Do I want an EPA stove.... yep.  but some family court issues need to be attended to, and they will be shortly.  I would *love* to drop that smoke dragon off at the scrapyard.... and watch secondaries dance through mica glass.

all things in time.


----------



## BrotherBart (Nov 3, 2013)

You'll get there. For now just burn dry wood in the BnB, don't choke it down and keep that pipe clean.


----------



## Seasoned Oak (Nov 3, 2013)

NON EPA Stove are very good for quick heat.Probably better the EPA stoves. I have a few homemade ones, that no EPA stove could touch for quick intense heat output, like the 2 i made out of an old oil tanks. Talk about heat transfer from all those square FT of sheet metal. Either one would work well in a large enclosure heated part time. You can make these babies for just about nothin. Any time i find good furnace doors on scrapped coal stoves i think about where i can use them.


----------



## pen (Nov 3, 2013)

Seasoned Oak said:


> NON EPA Stove are very good for quick heat.Probably better the EPA stoves.

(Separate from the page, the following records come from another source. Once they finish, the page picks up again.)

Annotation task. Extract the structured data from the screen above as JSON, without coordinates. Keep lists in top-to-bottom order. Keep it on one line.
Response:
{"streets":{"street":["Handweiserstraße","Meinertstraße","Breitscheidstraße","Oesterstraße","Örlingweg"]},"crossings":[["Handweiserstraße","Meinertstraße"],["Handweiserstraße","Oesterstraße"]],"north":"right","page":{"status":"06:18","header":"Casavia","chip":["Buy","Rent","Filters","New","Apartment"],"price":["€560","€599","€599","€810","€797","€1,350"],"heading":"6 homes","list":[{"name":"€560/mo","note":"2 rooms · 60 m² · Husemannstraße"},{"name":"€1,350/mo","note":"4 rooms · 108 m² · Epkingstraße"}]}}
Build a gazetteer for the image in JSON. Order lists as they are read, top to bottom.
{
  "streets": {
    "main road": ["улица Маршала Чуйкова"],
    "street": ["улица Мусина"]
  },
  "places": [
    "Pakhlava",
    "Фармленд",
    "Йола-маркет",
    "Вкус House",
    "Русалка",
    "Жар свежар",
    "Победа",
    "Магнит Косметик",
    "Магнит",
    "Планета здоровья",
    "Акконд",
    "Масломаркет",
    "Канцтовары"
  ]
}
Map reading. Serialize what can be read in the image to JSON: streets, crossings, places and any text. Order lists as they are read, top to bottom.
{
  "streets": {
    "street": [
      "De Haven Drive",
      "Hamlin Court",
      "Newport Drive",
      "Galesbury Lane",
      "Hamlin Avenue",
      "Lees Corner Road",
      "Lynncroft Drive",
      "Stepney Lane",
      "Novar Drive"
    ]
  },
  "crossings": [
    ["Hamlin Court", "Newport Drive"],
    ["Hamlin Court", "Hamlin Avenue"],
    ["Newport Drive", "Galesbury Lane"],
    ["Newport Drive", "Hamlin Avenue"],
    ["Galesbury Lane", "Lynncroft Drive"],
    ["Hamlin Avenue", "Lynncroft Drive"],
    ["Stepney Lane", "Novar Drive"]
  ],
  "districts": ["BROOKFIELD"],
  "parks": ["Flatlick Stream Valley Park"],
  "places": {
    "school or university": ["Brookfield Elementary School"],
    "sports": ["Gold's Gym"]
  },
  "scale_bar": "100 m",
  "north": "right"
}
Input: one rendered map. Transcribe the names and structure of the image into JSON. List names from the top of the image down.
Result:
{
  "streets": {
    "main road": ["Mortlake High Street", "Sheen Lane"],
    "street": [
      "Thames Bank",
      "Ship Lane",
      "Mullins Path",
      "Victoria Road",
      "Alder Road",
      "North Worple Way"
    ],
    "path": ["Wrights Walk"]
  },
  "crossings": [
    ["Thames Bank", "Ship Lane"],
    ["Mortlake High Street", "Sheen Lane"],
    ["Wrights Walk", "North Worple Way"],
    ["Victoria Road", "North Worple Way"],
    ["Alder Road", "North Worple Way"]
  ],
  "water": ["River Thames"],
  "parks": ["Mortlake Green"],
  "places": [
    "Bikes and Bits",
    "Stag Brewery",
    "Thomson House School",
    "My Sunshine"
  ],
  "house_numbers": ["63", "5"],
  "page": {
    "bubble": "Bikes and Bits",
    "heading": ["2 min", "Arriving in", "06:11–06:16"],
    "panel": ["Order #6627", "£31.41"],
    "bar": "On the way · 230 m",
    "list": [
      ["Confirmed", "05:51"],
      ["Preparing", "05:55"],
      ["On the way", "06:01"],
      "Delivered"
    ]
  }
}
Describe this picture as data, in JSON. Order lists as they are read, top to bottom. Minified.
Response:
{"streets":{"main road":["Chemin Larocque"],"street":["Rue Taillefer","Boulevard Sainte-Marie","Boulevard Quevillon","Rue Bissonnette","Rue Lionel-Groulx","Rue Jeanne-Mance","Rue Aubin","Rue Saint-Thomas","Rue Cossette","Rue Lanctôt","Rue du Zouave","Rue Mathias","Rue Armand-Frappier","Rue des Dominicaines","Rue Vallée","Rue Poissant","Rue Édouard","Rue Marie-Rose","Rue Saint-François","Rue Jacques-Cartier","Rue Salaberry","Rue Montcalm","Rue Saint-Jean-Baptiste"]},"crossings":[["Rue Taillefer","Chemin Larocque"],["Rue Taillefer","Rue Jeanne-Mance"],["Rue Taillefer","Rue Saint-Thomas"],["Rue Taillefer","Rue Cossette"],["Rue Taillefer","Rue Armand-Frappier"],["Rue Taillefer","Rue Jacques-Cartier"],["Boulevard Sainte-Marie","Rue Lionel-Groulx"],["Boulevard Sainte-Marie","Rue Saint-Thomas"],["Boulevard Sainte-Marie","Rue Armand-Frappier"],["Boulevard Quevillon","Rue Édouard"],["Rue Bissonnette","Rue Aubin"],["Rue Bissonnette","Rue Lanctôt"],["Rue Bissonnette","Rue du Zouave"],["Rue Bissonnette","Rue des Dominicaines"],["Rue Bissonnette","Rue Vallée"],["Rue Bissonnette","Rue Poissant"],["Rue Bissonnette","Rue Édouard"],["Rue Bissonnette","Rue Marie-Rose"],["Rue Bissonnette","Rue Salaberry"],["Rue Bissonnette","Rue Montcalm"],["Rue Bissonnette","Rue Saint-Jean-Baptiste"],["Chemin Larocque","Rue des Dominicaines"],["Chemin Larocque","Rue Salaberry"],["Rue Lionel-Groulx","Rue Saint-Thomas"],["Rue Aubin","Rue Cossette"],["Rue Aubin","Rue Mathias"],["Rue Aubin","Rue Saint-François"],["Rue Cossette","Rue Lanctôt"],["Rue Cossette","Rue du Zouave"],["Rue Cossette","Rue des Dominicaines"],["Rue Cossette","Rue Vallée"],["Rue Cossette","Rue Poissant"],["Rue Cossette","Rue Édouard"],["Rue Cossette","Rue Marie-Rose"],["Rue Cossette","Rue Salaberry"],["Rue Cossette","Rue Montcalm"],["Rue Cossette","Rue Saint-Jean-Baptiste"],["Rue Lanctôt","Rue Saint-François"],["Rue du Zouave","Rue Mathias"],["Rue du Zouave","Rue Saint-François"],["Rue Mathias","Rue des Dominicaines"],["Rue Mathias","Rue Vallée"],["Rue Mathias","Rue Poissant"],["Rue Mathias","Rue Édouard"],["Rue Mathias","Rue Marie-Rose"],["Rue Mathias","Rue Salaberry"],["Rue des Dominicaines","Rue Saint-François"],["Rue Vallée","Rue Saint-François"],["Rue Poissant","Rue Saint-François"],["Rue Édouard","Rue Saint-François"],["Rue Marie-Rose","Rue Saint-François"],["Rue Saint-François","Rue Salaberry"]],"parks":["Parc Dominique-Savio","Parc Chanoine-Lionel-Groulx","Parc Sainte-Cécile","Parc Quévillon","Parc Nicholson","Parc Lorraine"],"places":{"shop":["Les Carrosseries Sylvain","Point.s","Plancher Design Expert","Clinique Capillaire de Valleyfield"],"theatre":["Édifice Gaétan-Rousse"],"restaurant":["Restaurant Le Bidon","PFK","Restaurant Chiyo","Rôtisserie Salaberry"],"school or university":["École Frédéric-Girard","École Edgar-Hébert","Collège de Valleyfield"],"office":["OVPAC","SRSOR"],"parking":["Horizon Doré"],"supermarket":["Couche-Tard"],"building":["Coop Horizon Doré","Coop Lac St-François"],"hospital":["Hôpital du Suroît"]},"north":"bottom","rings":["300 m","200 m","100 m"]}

And this is why the two stoves in my cabin are still pre-epa units.  For part time heat, only burning about a cord a winter out there, the upgrade wouldn't be much of a benefit.


----------



## BrotherBart (Nov 3, 2013)

That barrel stove in the basement in the eighties was a heat throwing monster.


----------



## Seasoned Oak (Nov 3, 2013)

pen said:


> And this is why the two stoves in my cabin are still pre-epa units.  For part time heat, only burning about a cord a winter out there, the upgrade wouldn't be much of a benefit.


Right,and quick heat in a cabin is possible with something very different and much cheaper to obtain than a  24/7 home heating EPA wood stove. No way would i think of dragging any of my EPA stoves into a large garage or work shop where i need quick heat on a part time basis. Not worried about burn time,and wood consumption. Just fast heat safely.


----------



## Seasoned Oak (Nov 3, 2013)

BrotherBart said:


> That barrel stove in the basement in the eighties was a heat throwing monster.


I still have one of these (double stacked) and use it occasionally. Still thinking there must be a simple way to get some secondaries out of this concept.


----------



## BrotherBart (Nov 3, 2013)

My double barrel was great after I hauled it out to the pole barn, cut doors in both ends of the top barrel and put racks in the top and made a smoker out of it. You could probably smoke a whole Grizzly, back to the title, in the thing.


----------



## Seasoned Oak (Nov 3, 2013)

BrotherBart said:


> My double barrel was great after I hauled it out to the pole barn, cut doors in both ends of the top barrel and put racks in the top and made a smoker out of it. You could probably smoke a whole Grizzly, back to the title, in the thing.


I guess "smoking meat" could be considered as getting a secondary benefit out of your burning wood. Instead of more "heat" you get more "meat".


----------



## BrotherBart (Nov 3, 2013)

I still can't believe I actually burned that thing in a brand new house.


----------



## Bret Chase (Nov 3, 2013)

BrotherBart said:


> You'll get there. For now just burn dry wood in the BnB, don't choke it down and keep that pipe clean.



I don't choke it down... I control heat by fuel load and the exhaust damper... I generally only start closing the air once the stack gets past 450... or it becomes stifling in my house...


----------



## Bret Chase (Nov 3, 2013)

BrotherBart said:


> My double barrel was great after I hauled it out to the pole barn, cut doors in both ends of the top barrel and put racks in the top and made a smoker out of it. You could probably smoke a whole Grizzly, back to the title, in the thing.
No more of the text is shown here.